**Directions:**
Below are entries; work out how many of their lines hold "overflow", giving only that number.

*** Records supplied ***

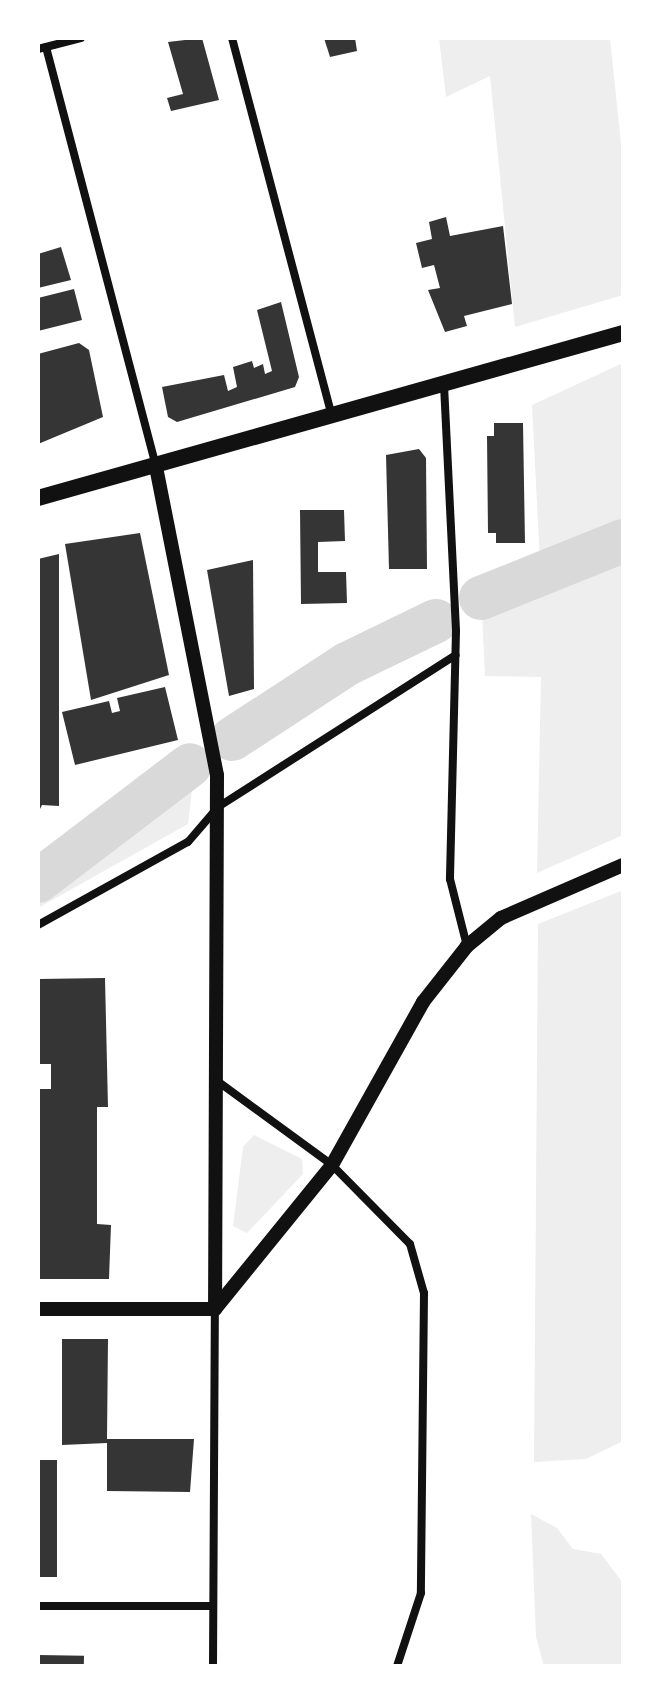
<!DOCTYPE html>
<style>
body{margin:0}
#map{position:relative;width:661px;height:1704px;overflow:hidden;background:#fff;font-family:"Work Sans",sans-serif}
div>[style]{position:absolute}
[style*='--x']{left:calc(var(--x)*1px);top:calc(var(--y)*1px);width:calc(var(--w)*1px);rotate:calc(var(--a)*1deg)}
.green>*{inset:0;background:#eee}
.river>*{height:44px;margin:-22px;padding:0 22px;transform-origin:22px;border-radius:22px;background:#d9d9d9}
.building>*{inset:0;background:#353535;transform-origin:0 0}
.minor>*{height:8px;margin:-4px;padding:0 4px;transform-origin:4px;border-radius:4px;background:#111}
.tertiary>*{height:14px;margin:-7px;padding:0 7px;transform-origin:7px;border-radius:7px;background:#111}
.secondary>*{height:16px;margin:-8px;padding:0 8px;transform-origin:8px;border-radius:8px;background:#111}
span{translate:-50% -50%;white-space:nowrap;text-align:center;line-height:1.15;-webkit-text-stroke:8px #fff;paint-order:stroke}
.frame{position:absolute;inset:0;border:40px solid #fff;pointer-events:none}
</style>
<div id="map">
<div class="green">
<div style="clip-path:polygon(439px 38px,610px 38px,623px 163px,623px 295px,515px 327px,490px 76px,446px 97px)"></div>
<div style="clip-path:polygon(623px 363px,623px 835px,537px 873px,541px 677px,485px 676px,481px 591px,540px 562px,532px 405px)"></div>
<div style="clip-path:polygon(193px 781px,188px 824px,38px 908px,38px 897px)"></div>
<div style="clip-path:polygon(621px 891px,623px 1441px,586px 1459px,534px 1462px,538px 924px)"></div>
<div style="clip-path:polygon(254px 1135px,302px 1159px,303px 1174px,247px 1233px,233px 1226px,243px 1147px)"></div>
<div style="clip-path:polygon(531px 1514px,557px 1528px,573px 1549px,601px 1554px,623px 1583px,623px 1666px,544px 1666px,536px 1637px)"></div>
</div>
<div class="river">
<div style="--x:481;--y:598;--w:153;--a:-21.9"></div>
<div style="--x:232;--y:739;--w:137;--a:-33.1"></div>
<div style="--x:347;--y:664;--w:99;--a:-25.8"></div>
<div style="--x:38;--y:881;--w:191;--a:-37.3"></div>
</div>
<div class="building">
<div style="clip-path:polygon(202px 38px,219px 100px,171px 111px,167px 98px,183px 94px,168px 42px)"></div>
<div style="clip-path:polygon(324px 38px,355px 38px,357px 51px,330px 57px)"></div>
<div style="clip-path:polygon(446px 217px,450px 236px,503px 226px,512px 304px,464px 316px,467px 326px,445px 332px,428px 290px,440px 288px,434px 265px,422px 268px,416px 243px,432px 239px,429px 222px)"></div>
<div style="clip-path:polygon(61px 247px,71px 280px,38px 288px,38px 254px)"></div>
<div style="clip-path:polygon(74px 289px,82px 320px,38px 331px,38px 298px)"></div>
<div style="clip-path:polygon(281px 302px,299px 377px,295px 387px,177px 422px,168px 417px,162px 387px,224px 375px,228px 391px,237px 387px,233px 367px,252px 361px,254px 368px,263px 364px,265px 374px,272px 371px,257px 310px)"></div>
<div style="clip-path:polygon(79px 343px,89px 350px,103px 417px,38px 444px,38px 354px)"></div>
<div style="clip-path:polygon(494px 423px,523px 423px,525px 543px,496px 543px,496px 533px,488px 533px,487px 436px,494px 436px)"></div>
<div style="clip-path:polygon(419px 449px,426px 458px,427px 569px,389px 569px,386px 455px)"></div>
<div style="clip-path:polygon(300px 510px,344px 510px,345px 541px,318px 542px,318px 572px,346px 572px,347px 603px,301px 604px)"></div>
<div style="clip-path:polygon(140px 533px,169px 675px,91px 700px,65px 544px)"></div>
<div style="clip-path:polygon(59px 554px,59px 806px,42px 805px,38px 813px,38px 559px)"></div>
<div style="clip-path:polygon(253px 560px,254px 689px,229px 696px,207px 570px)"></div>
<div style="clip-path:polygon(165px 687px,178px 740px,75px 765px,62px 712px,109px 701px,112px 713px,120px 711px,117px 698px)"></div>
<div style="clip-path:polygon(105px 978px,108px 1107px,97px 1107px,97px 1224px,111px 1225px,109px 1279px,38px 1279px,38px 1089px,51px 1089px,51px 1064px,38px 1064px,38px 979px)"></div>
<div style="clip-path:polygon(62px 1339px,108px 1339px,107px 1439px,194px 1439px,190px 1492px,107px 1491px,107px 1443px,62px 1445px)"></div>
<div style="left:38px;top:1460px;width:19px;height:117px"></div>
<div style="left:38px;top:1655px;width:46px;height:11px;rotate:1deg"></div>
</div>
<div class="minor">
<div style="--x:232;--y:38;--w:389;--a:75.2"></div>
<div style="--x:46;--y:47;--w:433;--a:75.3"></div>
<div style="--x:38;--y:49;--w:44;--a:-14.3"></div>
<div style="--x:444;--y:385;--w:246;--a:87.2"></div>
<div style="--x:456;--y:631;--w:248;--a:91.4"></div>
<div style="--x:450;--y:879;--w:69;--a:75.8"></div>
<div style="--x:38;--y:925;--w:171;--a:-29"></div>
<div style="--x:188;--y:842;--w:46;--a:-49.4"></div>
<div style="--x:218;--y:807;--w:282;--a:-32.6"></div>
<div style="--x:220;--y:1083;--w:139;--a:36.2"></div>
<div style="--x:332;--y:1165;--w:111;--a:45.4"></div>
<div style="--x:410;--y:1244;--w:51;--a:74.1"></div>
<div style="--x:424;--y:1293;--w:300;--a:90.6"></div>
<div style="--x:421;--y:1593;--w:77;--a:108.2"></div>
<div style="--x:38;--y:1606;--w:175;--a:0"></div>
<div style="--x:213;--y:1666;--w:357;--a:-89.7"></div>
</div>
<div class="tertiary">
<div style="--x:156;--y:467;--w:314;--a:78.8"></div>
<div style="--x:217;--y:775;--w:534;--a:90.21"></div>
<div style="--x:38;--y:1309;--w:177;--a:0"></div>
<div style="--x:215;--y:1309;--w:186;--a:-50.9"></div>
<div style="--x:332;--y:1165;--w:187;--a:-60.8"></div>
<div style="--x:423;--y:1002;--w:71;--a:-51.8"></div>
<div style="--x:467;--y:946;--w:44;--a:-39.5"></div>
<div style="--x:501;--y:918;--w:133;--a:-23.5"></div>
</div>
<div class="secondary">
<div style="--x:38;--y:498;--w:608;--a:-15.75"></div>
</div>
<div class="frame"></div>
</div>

***
*** Records supplied ***

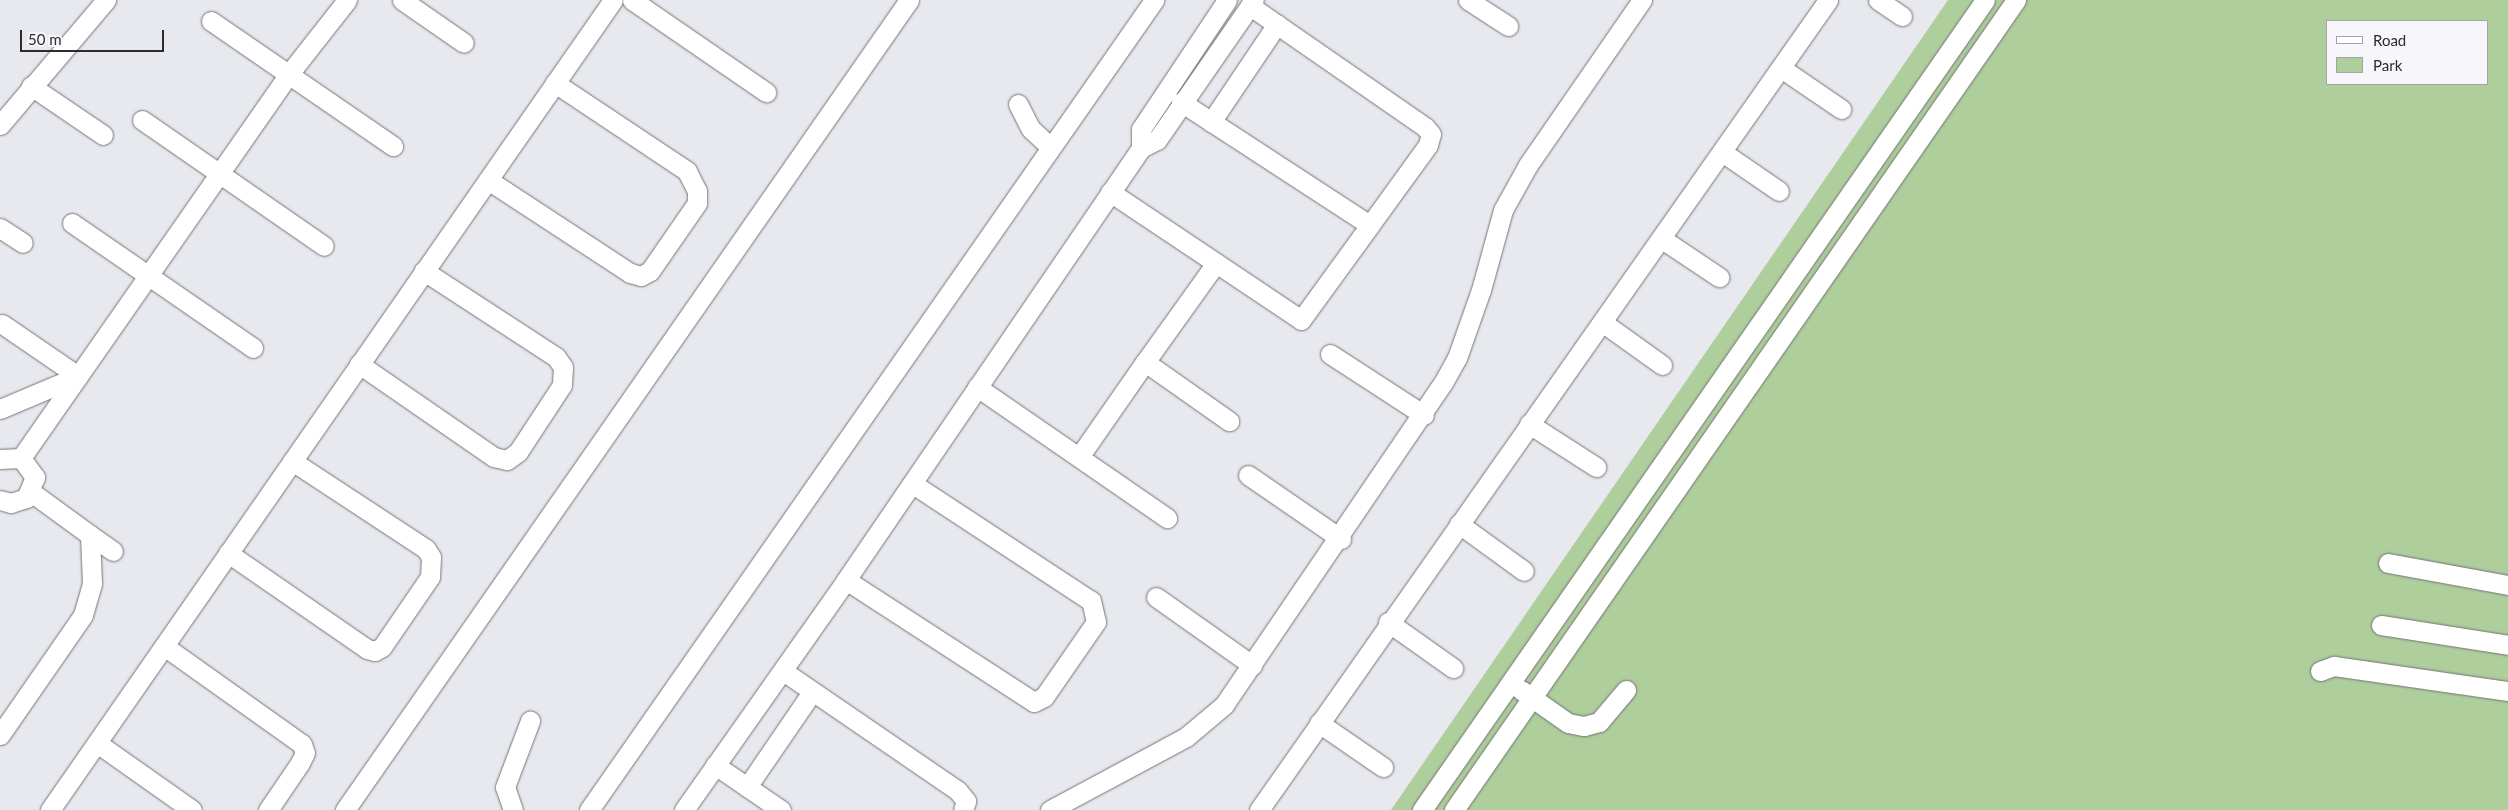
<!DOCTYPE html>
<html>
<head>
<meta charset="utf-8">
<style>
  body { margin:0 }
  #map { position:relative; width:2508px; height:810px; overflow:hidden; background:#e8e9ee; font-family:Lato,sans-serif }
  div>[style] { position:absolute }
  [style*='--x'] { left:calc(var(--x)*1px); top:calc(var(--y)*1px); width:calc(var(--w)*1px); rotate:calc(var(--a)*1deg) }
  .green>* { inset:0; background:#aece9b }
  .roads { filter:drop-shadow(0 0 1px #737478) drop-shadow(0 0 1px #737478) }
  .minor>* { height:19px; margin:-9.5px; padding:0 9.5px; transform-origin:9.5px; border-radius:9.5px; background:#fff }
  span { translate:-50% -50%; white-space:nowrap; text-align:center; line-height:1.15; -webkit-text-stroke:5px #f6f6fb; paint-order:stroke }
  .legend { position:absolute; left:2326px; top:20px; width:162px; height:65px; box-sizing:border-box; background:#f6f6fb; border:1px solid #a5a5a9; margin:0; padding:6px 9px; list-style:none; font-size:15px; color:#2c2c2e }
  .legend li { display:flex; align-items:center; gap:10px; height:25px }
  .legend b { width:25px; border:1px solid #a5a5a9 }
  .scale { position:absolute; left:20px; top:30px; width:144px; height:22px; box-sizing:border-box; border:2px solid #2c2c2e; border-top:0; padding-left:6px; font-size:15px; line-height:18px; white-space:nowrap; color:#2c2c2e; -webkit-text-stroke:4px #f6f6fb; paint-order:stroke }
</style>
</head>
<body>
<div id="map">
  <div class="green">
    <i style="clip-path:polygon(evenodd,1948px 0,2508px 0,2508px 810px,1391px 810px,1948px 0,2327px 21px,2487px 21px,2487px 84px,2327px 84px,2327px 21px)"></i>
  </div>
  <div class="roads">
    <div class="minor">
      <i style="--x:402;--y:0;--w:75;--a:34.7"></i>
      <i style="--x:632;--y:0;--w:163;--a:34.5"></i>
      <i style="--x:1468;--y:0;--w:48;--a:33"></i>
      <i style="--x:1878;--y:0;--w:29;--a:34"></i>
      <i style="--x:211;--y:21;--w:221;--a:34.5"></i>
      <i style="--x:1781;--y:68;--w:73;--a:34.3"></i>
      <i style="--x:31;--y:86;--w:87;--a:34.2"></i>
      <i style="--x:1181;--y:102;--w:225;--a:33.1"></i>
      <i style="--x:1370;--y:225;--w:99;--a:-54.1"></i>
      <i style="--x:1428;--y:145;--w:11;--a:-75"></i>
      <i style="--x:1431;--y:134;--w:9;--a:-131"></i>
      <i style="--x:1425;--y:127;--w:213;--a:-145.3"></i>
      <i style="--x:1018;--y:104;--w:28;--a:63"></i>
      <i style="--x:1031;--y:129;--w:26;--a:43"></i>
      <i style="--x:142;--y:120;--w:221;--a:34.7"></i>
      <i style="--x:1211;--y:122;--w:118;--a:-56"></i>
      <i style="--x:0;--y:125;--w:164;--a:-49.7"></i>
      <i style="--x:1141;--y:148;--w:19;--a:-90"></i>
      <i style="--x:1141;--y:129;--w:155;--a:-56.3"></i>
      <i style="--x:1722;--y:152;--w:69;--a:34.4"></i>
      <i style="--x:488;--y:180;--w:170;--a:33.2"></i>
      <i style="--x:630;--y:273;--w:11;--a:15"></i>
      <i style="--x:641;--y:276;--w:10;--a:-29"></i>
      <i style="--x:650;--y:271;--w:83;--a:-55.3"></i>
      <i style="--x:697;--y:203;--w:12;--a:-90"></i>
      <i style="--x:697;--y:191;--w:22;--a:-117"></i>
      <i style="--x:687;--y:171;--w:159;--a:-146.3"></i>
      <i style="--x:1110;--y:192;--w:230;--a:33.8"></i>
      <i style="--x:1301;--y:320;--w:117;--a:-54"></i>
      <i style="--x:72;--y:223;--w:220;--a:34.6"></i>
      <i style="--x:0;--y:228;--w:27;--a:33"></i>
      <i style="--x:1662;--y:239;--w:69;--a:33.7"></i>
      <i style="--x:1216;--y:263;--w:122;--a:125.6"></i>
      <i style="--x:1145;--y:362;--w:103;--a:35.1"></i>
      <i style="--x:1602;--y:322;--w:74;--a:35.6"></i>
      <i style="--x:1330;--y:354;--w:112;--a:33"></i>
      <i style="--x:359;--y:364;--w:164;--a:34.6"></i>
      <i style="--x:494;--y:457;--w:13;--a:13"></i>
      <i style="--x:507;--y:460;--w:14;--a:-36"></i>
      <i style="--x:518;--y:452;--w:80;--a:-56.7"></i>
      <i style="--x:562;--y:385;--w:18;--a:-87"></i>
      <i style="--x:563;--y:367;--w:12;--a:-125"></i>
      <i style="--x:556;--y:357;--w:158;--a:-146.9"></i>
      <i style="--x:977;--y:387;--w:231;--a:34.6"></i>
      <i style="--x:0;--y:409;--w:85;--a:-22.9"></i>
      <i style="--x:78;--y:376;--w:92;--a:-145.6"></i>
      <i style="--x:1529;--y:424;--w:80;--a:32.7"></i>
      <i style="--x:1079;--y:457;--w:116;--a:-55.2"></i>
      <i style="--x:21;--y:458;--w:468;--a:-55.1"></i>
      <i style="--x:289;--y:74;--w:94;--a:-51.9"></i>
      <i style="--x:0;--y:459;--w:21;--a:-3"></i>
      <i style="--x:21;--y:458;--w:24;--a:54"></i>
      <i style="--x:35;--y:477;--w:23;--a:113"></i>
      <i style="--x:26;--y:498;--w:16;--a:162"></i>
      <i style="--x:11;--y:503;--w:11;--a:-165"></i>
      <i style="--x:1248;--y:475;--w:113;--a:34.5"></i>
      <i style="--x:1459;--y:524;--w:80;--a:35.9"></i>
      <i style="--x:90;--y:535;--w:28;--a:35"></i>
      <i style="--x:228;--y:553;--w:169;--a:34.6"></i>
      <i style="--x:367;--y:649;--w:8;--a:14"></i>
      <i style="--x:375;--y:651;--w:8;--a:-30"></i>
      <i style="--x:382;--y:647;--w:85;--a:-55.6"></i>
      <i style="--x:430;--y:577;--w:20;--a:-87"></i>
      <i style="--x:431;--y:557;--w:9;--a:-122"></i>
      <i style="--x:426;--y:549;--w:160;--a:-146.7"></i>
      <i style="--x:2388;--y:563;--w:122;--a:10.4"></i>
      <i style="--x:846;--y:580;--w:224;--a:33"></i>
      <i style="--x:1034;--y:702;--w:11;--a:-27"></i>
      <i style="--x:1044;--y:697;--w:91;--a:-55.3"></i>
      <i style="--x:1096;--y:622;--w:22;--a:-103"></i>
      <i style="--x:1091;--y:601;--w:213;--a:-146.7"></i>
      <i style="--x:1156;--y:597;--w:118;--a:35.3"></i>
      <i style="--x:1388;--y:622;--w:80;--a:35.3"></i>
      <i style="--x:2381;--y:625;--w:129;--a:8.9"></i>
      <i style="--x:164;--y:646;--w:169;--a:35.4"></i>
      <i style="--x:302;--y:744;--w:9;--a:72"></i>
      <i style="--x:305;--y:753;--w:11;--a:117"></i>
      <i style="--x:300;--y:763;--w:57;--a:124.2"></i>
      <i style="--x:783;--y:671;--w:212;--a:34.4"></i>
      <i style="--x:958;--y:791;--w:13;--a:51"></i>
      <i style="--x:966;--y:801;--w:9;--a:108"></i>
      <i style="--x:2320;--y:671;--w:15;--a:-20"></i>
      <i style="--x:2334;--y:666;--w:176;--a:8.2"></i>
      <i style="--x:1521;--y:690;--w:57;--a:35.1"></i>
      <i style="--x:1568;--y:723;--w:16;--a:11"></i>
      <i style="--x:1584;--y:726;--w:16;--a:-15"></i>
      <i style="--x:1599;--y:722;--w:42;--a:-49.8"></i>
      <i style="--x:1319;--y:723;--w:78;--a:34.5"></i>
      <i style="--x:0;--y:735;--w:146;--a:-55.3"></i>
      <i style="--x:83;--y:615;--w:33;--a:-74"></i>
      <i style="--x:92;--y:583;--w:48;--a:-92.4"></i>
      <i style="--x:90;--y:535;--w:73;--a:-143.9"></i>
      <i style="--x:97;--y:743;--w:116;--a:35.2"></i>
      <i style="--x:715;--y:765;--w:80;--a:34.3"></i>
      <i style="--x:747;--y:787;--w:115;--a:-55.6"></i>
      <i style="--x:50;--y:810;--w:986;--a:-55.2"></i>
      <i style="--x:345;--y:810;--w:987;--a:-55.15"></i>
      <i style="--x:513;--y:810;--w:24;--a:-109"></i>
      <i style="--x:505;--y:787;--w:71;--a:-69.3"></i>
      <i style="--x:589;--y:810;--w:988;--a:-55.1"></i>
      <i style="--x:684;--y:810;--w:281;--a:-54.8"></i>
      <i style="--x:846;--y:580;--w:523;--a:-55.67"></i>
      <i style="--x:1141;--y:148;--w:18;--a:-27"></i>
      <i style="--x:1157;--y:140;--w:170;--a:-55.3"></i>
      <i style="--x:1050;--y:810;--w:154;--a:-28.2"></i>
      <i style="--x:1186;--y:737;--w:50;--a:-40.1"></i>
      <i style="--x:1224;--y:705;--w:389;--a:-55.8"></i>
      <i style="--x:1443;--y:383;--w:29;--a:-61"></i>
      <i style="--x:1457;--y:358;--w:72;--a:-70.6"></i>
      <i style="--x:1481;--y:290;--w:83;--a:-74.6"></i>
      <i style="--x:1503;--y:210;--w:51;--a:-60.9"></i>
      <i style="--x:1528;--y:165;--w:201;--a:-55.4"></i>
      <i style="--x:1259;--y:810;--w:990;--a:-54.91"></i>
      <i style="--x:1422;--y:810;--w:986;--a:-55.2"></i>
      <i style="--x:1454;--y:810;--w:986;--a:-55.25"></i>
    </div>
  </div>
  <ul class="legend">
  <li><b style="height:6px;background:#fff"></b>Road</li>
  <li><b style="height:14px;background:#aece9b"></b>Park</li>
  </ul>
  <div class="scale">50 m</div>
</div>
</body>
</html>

***

**Answer box:**
2